Este festival ha logrado convertirse en una de las referencias mundiales para el cine latinoamericano. No solo presenta una rica programación, sino que ha puesto en marcha un fondo de financiación de proyectos, “Cine en Desarrollo”, después de que la ruptura con el Festival de San Sebastián provocara el final del programa conjunto anterior, “Cine en Construcción”. Los premios del festival buscan además incentivar la distribución de las películas en Europa.

Esta edición está prestando especial atención al cine mexicano, con la programación de cuatro películas en la competencia oficial de ficción: 50 ballenas o dos se encuentran en la playa, de Jorge Cuchí; Fauna, de Nicolás Pereda; Nuevo orden, de Michel Franco; y Uzi, de José Luis Valle; además de proponer una mesa sobre jóvenes cineastas mexicanos de hoy, con Fernanda Valadez, Carlos Lenin y Bruno Santamaría.

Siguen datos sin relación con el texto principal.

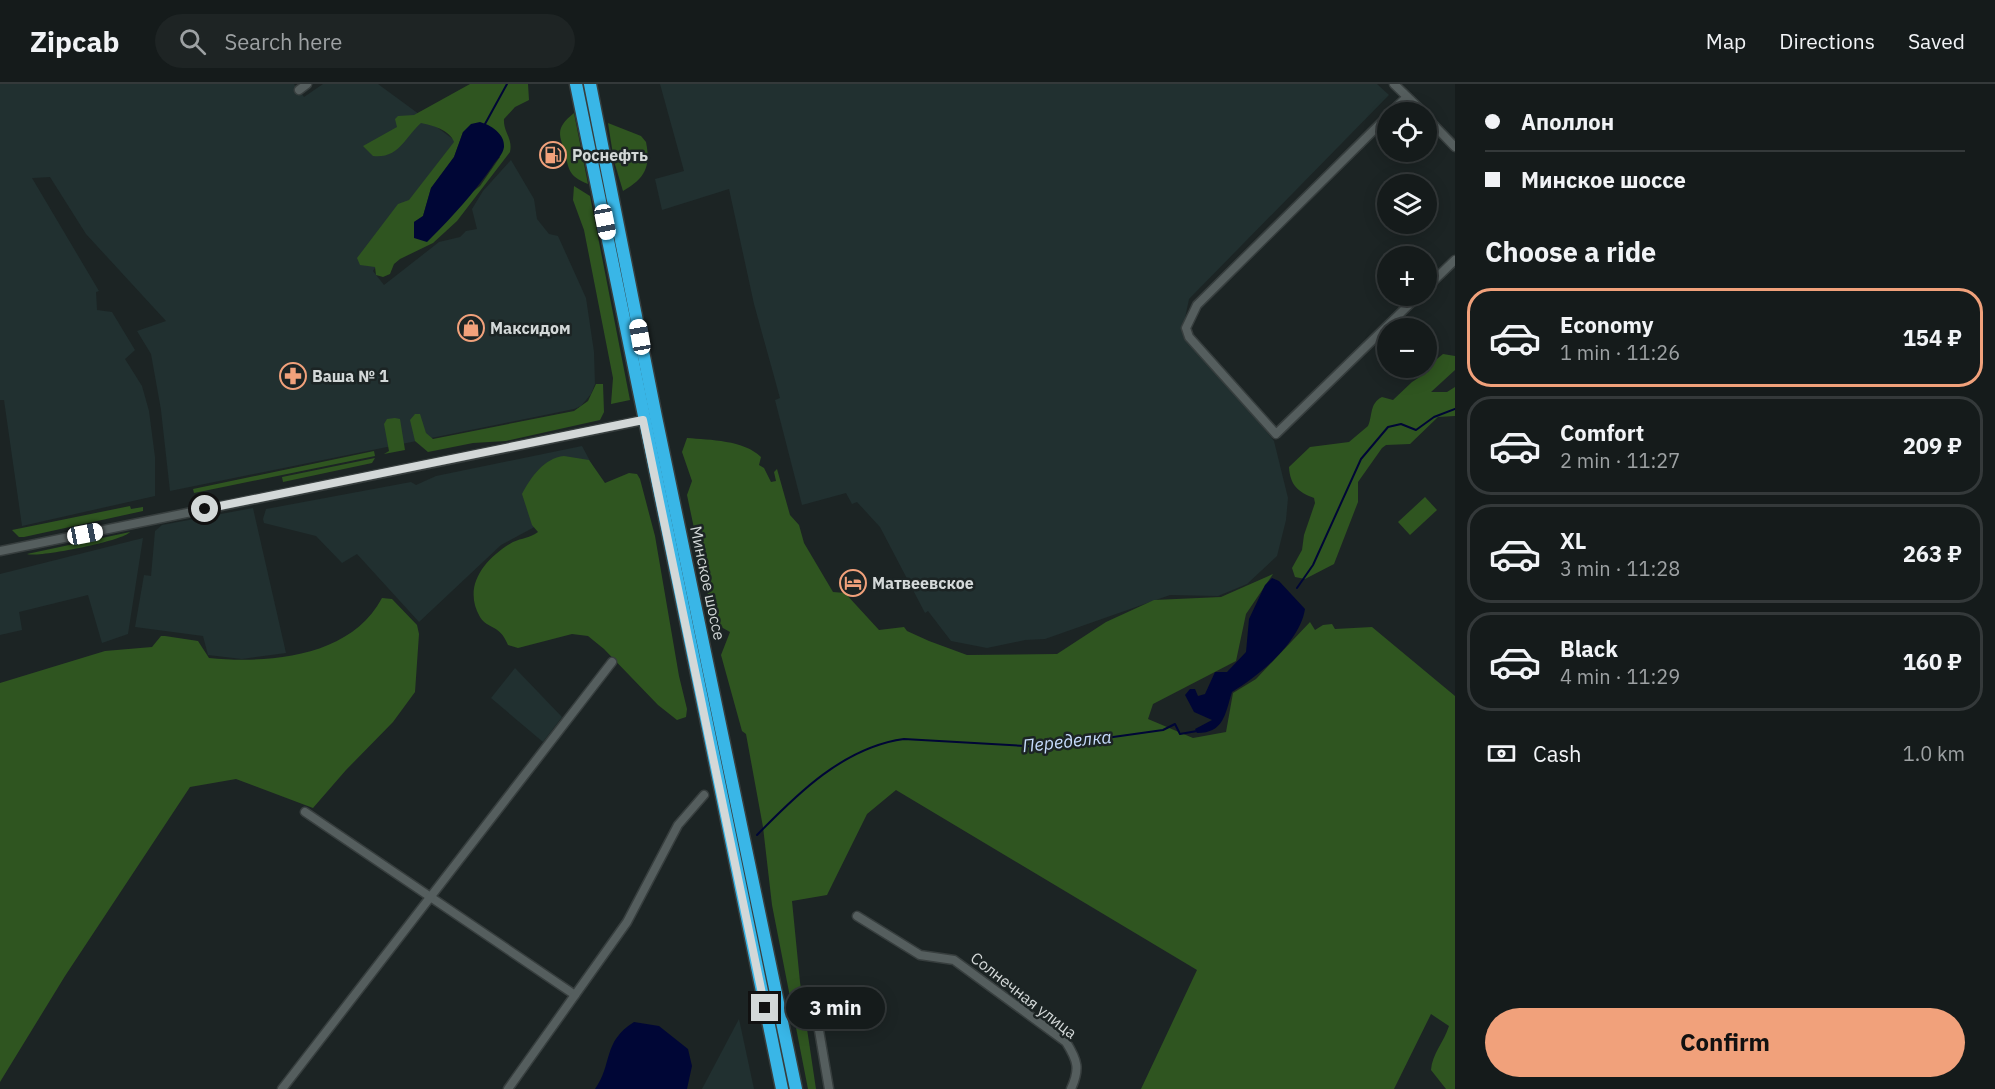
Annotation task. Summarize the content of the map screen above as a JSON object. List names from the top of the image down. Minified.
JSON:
{"streets":{"highway":["Минское шоссе"],"street":["Солнечная улица"]},"water":["Переделка"],"places":{"fuel station":["Роснефть"],"shop":["Максидом"],"pharmacy":["Ваша № 1"],"hotel":["Матвеевское"]},"page":{"header":"Zipcab","search":"Search here","nav":["Map","Directions","Saved"],"banner":["Аполлон","Минское шоссе"],"map_buttons":["+","−"],"heading":"Choose a ride","list":[{"name":"Economy","note":"1 min · 11:26","value":"154 ₽"},{"name":"Comfort","note":"2 min · 11:27","value":"209 ₽"},{"name":"XL","note":"3 min · 11:28","value":"263 ₽"},{"name":"Black","note":"4 min · 11:29","value":"160 ₽"}],"pay":["Cash","1.0 km"],"bubble":"3 min","buttons":"Confirm"}}
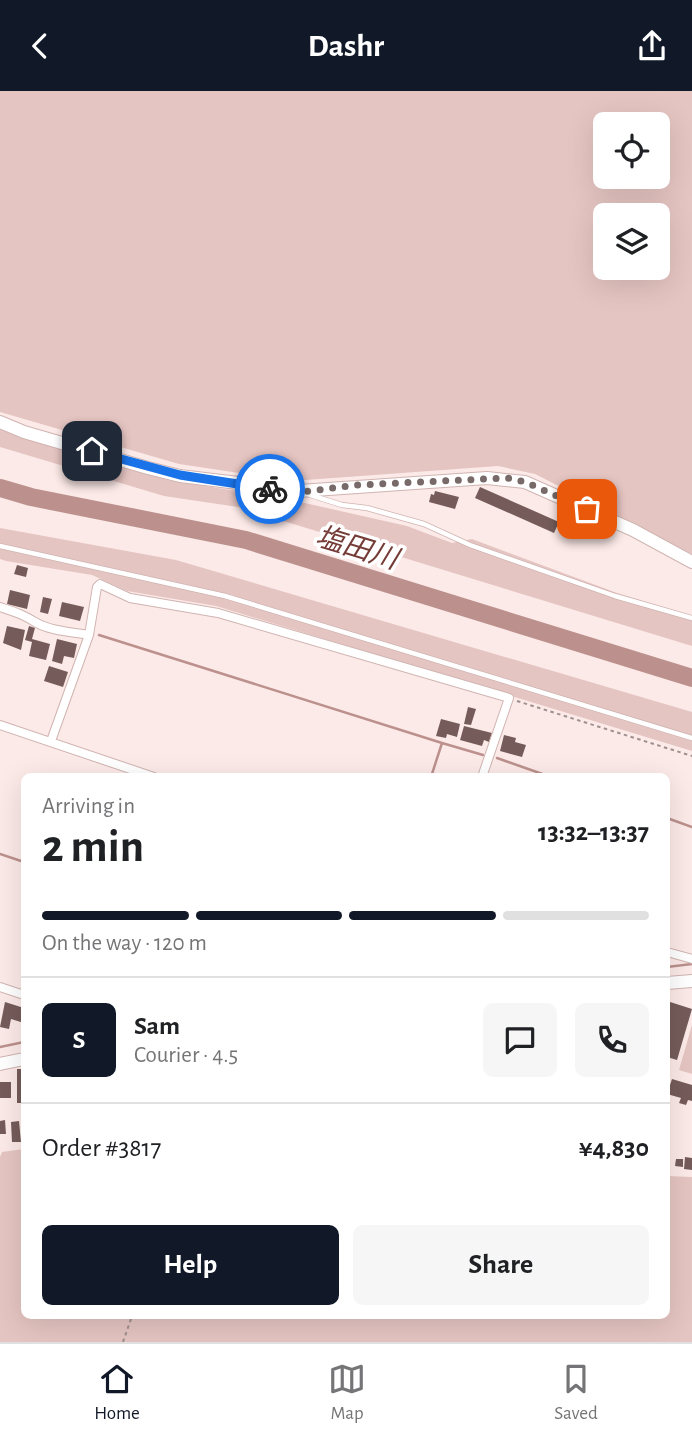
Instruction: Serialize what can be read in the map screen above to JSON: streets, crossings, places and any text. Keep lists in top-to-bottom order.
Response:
{
  "water": ["塩田川"],
  "page": {
    "header": "Dashr",
    "heading": ["2 min", "Arriving in", "13:32–13:37"],
    "panel": [
      "Sam",
      "Courier · 4.5",
      "Order #3817",
      "¥4,830"
    ],
    "bar": "On the way · 120 m",
    "round": "S",
    "buttons": ["Help", "Share"],
    "tabs": ["Home", "Map", "Saved"]
  }
}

Violencia económica y racial

Uno se mete en un festival esperando descubrir alguna película que provoque el entusiasmo de una pequeña revolución contra del convencionalismo imperante. Sin embargo, mientras uno pasa de una película a otra, esperando esa revelación, empieza también a tejer lazos entre ellas, conectando temas, enfoques, personajes, situaciones, hasta que se esboza “un estado del mundo y del cine”. La programación de Cinélatino ha dejado claro que, tras una multiplicidad de miradas, seguía presente uno de los conceptos fundacionales del cine, la violencia.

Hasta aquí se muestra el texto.